**RECORD EXTRACTS**.

◆ ◆ ◆ ◆ ◆

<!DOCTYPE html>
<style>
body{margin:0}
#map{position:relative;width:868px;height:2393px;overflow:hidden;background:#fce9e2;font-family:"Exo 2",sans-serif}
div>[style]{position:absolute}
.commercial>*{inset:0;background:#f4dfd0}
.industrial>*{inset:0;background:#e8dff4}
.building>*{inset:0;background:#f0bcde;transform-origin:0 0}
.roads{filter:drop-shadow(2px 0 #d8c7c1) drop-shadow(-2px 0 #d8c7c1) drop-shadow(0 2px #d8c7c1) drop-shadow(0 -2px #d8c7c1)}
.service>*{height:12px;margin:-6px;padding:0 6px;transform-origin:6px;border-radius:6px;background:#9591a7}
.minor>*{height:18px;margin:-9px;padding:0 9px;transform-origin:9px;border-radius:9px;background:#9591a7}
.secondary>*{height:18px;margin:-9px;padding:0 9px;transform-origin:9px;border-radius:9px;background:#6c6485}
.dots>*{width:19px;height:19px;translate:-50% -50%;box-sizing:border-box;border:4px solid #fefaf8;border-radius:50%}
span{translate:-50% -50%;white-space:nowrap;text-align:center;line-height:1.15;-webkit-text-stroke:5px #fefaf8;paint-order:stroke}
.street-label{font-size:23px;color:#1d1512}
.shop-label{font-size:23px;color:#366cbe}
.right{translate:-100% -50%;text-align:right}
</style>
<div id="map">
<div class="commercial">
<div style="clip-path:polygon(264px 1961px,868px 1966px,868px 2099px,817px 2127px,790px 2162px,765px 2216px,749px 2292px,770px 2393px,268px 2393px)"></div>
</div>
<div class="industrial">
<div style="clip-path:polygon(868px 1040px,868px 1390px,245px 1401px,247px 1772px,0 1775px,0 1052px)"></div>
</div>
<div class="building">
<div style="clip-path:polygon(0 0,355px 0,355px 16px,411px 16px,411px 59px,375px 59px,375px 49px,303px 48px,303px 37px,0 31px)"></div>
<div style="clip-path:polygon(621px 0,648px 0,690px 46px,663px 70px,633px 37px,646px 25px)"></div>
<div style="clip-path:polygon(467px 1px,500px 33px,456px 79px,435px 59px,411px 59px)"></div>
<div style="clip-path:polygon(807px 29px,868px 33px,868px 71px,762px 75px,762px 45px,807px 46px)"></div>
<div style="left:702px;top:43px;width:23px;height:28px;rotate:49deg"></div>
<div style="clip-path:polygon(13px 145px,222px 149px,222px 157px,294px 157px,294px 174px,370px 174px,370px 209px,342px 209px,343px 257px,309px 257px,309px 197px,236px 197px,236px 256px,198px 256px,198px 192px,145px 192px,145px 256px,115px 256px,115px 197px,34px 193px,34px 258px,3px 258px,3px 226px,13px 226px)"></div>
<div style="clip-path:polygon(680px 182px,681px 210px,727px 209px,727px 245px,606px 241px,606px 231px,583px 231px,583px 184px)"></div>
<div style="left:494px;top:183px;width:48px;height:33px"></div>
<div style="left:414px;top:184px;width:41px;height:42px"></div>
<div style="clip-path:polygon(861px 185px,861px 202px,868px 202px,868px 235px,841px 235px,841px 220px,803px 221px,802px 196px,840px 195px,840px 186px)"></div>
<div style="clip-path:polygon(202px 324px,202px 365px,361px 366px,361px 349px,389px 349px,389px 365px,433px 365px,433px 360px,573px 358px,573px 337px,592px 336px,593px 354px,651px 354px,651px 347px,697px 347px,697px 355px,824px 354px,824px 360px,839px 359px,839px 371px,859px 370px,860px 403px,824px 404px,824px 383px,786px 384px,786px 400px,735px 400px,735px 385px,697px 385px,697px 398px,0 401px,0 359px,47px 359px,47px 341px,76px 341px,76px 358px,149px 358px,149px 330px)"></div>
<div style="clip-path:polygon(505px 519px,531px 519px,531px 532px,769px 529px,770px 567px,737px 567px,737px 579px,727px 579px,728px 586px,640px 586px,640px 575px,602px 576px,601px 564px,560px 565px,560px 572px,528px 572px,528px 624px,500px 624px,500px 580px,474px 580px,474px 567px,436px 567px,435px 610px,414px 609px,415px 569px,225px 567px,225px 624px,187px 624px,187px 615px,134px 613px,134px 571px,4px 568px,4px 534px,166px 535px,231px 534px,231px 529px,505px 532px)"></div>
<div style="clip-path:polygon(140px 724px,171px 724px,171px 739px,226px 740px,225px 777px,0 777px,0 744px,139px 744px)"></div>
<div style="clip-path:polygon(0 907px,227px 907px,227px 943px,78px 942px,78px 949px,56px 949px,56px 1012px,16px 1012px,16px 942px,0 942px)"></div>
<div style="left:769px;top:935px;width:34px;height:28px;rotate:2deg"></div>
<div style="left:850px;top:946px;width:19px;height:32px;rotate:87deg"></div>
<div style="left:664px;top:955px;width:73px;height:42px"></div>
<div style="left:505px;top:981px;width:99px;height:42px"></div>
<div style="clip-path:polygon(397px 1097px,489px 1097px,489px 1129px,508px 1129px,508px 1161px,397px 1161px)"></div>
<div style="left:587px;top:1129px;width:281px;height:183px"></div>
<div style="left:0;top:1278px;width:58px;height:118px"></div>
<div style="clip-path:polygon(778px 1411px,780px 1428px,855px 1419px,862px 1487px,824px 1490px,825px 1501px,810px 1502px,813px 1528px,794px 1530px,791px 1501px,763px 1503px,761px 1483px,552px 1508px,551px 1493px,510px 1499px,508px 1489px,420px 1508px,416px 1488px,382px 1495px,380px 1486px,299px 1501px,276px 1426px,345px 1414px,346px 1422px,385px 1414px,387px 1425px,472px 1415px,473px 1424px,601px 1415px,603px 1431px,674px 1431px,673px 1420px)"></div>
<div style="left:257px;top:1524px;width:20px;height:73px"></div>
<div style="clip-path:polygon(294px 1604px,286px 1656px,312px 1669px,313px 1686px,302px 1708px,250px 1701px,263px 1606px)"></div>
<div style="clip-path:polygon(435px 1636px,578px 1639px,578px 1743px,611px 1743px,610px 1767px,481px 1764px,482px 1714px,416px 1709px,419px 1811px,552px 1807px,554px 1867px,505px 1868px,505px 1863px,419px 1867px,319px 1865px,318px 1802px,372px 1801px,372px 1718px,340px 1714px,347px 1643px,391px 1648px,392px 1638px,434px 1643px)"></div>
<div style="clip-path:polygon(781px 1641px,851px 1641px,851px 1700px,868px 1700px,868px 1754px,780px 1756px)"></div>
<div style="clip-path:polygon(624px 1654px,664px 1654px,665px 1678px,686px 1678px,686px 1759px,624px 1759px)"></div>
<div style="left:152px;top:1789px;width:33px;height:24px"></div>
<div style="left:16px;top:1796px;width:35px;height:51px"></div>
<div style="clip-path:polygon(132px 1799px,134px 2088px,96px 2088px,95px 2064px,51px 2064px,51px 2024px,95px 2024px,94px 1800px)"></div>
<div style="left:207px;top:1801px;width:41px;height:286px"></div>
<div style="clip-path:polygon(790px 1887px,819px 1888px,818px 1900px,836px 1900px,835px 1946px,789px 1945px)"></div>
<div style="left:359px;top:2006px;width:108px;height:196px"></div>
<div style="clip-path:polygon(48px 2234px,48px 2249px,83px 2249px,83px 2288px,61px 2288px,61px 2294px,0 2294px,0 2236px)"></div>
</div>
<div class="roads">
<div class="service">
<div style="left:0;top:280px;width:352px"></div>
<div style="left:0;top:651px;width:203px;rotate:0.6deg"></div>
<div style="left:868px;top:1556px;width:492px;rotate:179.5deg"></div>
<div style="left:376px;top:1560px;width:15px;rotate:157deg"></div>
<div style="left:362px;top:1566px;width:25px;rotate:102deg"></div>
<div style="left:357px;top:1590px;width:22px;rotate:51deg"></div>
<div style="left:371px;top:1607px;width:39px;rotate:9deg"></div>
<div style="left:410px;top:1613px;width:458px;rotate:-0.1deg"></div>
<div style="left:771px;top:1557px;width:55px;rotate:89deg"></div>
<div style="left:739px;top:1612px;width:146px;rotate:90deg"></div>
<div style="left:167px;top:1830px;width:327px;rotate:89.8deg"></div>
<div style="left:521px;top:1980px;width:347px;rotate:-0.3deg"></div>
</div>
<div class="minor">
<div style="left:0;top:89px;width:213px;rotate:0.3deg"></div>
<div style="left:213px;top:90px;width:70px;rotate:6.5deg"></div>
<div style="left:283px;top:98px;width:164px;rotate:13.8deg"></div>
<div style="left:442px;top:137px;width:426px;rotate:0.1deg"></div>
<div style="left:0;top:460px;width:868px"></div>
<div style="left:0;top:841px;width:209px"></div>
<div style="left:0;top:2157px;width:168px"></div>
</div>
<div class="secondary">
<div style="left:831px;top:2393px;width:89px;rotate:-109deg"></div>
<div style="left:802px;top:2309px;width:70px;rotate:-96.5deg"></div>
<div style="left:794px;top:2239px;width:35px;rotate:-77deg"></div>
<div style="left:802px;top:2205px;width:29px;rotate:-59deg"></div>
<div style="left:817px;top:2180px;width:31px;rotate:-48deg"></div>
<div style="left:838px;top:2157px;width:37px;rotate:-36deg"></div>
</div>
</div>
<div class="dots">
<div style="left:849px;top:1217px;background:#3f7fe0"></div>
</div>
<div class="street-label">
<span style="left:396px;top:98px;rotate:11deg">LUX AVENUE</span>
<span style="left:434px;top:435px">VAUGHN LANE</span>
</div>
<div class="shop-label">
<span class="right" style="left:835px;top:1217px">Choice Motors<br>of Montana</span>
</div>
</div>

◆ ◆ ◆ ◆ ◆

**WHAT TO DO**.
Whenever a line holds "service", it counts; state the total for the records and add nothing.

**EXPECTED OUTPUT**.
2